Insider Trading & Executive Data
Start Free Trial
41 insider trades in the last year. Go beyond summary counts with transaction-level detail, compensation intelligence, and institutional ownership context.
Cal-Maine Foods, Inc. is the largest U.S. shell-egg producer and distributor, vertically integrated across hatching, rearing, feed manufacture, processing, packaging and distribution, selling conventional and specialty eggs plus liquid/frozen egg products and prepared foods. As of May 31, 2025 the company managed about 48.3 million layers and produced ~2.1 million tons of finished feed (manufacturing 1.9 million tons), with feed representing 53.4% of farm production costs in fiscal 2025. Key revenue and operational drivers include dozens sold and average selling price (Q1 FY2026 dozens sold 317.6M and ASP $2.486/dozen), specialty/cage-free growth (≈22.5% of shell egg sales), seasonality, exposure to HPAI outbreaks, concentrated customer exposure (top three customers ~49%, Walmart ~33.6%), and recent M&A (Echo Lake Foods) expanding prepared foods.
Given Cal‑Maine’s vertically integrated, commodity‑sensitive business, compensation is likely tied to short‑term operational and commodity metrics (dozens sold, average selling price per dozen, farm production cost per dozen—notably feed cost) and to financial measures (gross profit, EBITDA, EPS, free cash flow). Long‑term incentives for executives are plausibly focused on achieving cage‑free and specialty capacity targets, successful M&A integration (e.g., Echo Lake), ROIC or return on invested capital from expansion projects, and sustaining animal welfare/compliance KPIs that mitigate HPAI risk. The company’s capacity to pay dividends and repurchase stock (recently higher dividends and a $500M repurchase authorization) also creates an executive pay focus on cash generation and prudent balance‑sheet management. Typical structures in this sector combine annual cash bonuses for quarterly/annual targets with multi‑year equity (restricted stock or performance shares) tied to operational efficiency and strategic milestones.

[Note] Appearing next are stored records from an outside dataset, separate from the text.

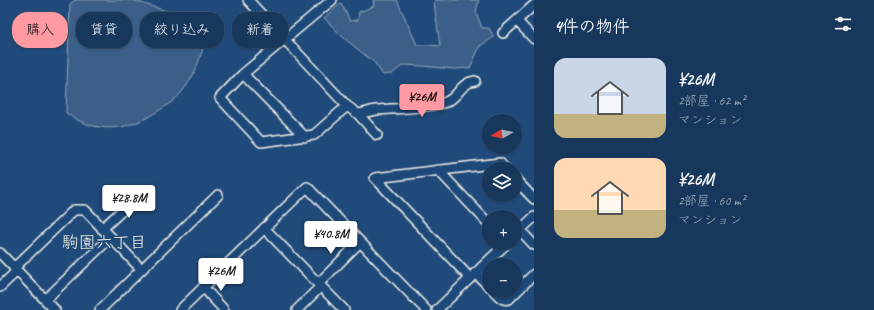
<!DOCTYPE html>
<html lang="ja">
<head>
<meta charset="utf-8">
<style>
	body { margin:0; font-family:Caveat,"Klee One",sans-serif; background:#203f62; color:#f1f3f6; height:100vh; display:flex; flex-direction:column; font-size:15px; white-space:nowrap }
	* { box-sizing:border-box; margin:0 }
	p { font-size:13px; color:#9eacbb }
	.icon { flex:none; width:22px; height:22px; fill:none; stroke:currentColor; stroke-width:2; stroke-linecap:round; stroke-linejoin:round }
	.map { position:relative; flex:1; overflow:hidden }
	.sheet { display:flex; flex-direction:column; background:#17385c; width:340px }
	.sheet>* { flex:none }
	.top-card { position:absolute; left:12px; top:12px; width:380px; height:36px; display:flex; gap:8px }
	.needle { width:26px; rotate:261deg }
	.controls { position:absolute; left:482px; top:114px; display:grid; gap:8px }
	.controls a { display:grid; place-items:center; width:40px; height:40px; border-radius:50%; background:#17385c; box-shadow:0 1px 3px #0004,0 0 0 1px #365272; font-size:20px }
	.price { position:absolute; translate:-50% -34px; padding:0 9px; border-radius:4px; background:#fff; color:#222; font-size:13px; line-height:26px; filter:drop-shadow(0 1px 2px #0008) }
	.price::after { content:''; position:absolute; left:50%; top:24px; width:12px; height:9px; margin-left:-6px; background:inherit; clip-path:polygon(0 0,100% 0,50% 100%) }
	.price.selected { background:#ff9aa2; color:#111 }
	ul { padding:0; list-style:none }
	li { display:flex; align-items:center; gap:12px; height:100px; padding:0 20px }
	li span { display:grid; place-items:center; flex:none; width:112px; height:80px; border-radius:12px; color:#555 }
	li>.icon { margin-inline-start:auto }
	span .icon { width:48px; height:48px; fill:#fffc; stroke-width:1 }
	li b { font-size:17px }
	h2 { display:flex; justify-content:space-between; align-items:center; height:48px; padding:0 20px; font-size:17px }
	.pill { padding:0 14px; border-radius:16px; background:#17385c; box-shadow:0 1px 3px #0004,0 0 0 1px #365272; font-size:14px; line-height:36px }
	.pill.selected { background:#ff9aa2; color:#111 }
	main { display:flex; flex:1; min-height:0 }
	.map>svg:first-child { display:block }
	.green { fill:#3a5f88; stroke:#97a8b8 }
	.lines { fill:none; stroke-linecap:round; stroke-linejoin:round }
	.minor-casing { stroke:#f4f1e8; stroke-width:12 }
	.minor { stroke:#1f4a7a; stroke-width:9 }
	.labels { text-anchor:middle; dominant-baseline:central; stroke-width:3; stroke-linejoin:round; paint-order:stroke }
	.neighbourhood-label { font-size:17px; fill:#f4f1e8; stroke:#1f4a7a }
</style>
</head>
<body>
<main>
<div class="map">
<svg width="534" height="310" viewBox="0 0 534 310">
	<rect width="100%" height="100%" fill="#1f4a7a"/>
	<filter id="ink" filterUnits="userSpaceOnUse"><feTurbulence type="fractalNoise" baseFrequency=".025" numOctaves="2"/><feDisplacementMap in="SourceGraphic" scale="8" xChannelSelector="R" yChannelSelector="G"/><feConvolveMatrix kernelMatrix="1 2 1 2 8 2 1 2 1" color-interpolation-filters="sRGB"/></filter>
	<g filter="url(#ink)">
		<path class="green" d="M 75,0 L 132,0 L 205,23 C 204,31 204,40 203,48 C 201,55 196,70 192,77 C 182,94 175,101 158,111 C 128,131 97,135 66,113 L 70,4 Z
			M 373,0 L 397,0 L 417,45 L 428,45 L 440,46 L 434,2 L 436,0 L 479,0 L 476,12 L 482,28 L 489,28 L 494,37 L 480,46 L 470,68 L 454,69 L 422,66 L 403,65 L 392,74 L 383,75 L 375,63 L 345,39 L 324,18 L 341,3 L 350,21 L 358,20 L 359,12 L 374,6 Z"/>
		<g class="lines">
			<g class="minor-casing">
				<path id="minor" d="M 248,0 L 347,106 L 358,114 L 377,135
					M 332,0 L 243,74 L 220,98 L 261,142 L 314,135 L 347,106
					M 517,21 L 534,39
					M 503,33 L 534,5
					M 243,74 L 305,137
					M 358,114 C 364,113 370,111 376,110 C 397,108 418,109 439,104 C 442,103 445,103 448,101 C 459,96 460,83 475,81
					M 438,170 L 489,224
					M 375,178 L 470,278
					M 375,178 L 500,163 L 505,169
					M 515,179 L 534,199
					M 264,228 L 344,310
					M 102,229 L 141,193
					M 520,230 L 534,245
					M 515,235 L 534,217
					M 0,253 L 55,310
					M 14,268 L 74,210 L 85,210 L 141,269
					M 475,273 L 489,286
					M 318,284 L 360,242
					M 0,287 L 17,271
					M 203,287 L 224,310
					M 494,291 C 499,296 502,301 509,299 L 534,274
					M 45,300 L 111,237
					M 100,310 L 218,195
					M 180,310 L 307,187 L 426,310
					M 297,310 L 321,286
					M 437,310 L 507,243"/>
			</g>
			<use href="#minor" class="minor"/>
		</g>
	</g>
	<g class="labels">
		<g class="neighbourhood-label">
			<text x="104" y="242">駒園六丁目</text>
		</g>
	</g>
</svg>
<div class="controls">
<a><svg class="needle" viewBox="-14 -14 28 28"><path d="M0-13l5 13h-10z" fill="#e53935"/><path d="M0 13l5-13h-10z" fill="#9eacbb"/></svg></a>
<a><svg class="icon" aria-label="layers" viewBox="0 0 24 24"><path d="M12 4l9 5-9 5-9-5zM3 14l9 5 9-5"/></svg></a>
<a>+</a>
<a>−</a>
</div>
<b class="price selected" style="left:422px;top:118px">¥26M</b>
<b class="price" style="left:129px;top:219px">¥28.8M</b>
<b class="price" style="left:331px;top:255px">¥40.8M</b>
<b class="price" style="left:221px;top:292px">¥26M</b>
<div class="top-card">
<a class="pill selected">購入</a>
<a class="pill">賃貸</a>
<a class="pill">絞り込み</a>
<a class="pill">新着</a>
</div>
</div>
<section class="sheet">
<h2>4件の物件<svg class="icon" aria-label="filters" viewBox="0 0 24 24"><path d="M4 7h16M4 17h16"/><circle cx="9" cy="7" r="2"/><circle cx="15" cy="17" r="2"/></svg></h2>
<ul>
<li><span style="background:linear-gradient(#c9d6e8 70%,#c2b280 0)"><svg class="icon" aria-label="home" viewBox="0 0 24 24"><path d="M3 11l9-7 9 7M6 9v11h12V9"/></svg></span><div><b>¥26M</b><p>2部屋 · 62 m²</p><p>マンション</p></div></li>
<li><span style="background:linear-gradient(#ffd9b3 65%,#c2b280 0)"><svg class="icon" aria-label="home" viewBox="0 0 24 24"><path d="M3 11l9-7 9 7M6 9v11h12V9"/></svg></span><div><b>¥26M</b><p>2部屋 · 60 m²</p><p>マンション</p></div></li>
</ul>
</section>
</main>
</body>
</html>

Insider trading activity at Cal‑Maine will likely cluster around predictable seasonal and commodity cycles (earnings driven by egg prices and feed costs), material events (HPAI outbreaks, facility recoveries, large acquisitions like Echo Lake), and corporate actions (dividend increases, share‑repurchase authorizations). Regulatory and corporate restrictions to watch include Section 16 reporting obligations, short‑swing profit rules, likely blackout windows around earnings/major operational disruptions, and the common use of Rule 10b5‑1 trading plans to avoid appearance issues during volatile commodity or disease events. Given customer concentration and M&A-driven capital uses, insiders may also time diversification or liquidity actions after major announcements or once integration milestones are met; researchers should monitor Form 4 filings clustered near such disclosures and around quarterly results.